Now, finance and accounting personnel, in addition to producing their normal financial statements and reports (perceived as both time consuming an pertinent) for the people to whom they report directly and who decide on their bonuses, are required to produce reports (viewed as time consuming and a nuisance) for the 'home office'.
This home office is often quite distant, in another time zone, and populated by people who speak a foreign language or the local language with thick accents and who have very little impact on local managers' individual compensation (a consideration not to be underestimated in the real world). In addition, one of the home offices' primary concerns always seems to be discovering where you've tucked away your 'cushion' to smooth out earnings when you need to. None of these conditions are predisposed to fostering a kindly spirit of Intercompany cooperation.

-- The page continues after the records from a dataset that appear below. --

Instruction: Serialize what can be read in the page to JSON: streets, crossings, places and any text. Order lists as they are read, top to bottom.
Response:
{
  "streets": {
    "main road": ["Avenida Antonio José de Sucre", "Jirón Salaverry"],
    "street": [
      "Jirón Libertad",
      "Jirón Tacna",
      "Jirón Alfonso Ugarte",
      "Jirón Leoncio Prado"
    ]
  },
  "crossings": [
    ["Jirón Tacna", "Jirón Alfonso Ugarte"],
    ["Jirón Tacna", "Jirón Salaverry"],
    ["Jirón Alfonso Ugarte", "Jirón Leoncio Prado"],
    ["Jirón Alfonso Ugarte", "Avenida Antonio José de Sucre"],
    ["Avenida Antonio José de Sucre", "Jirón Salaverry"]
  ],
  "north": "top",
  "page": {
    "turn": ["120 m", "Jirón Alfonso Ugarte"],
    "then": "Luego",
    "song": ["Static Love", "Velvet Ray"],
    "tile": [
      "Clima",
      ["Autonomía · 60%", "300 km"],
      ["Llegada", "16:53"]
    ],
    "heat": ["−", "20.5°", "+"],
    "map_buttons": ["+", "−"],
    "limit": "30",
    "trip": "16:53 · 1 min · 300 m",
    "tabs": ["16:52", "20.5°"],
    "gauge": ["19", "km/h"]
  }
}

These reports to the home office frequently require that consolidating entries be made to present local accounts in a manner compliant with foreign accounting principles. These consolidating entries are frequently not fully comprehended by personnel on either side of the border (regardless of their individual expertise), as accounting principles differ greatly by country: goodwill may or may not be amortizable; economic lives differ; reserve and write-off policies vary greatly by country (not to mention that some reserves are called 'provisions' and others 'reserves', and what the heck are 'regulated' or 'legal reserves' anyway?); some countries appear to use the "extraordinary items" line for the most ordinary events; financial assets are classified differently – every local manager has his own list of pet peeves.
To complicate matters, the reporting software is often presented along with an accounting manual which looks to harried local managers trying to comprehend foreign accounting principles as pertinent as the familiar instructions: "Welcome to Chinese Restaurant. Please try Your Nice Chinese Food With Chopsticks. the traditional and typical If Chinese glorious history and culture."
The temptation to simply map accounts to whatever line seems plausible, without truly understanding whether the mapping is correct or not, is great. Unfortunately, it only means performing extra work without providing actual accurate, useful information to the people to whom the reports are sent.
Financial reporters of the world: do not despair, help is on the way!
The International Accounting Standards Board (IASB) is working with national accounting regulatory bodies to achieve the convergence of accounting standards worldwide, through the adoption of International Financial Reporting Standards (IFRS) and International Accounting Standards (IAS, those standards issued by the forerunner to the IASB). In 2002 IASB and FASB announced that convergence in methods was a priority for both, and beginning in 2005 all publicly traded companies in EU member countries will be reporting in IFRS. One day, finance and accounting managers around the world will be looking at the same things the same way.
However, there is still the question of language.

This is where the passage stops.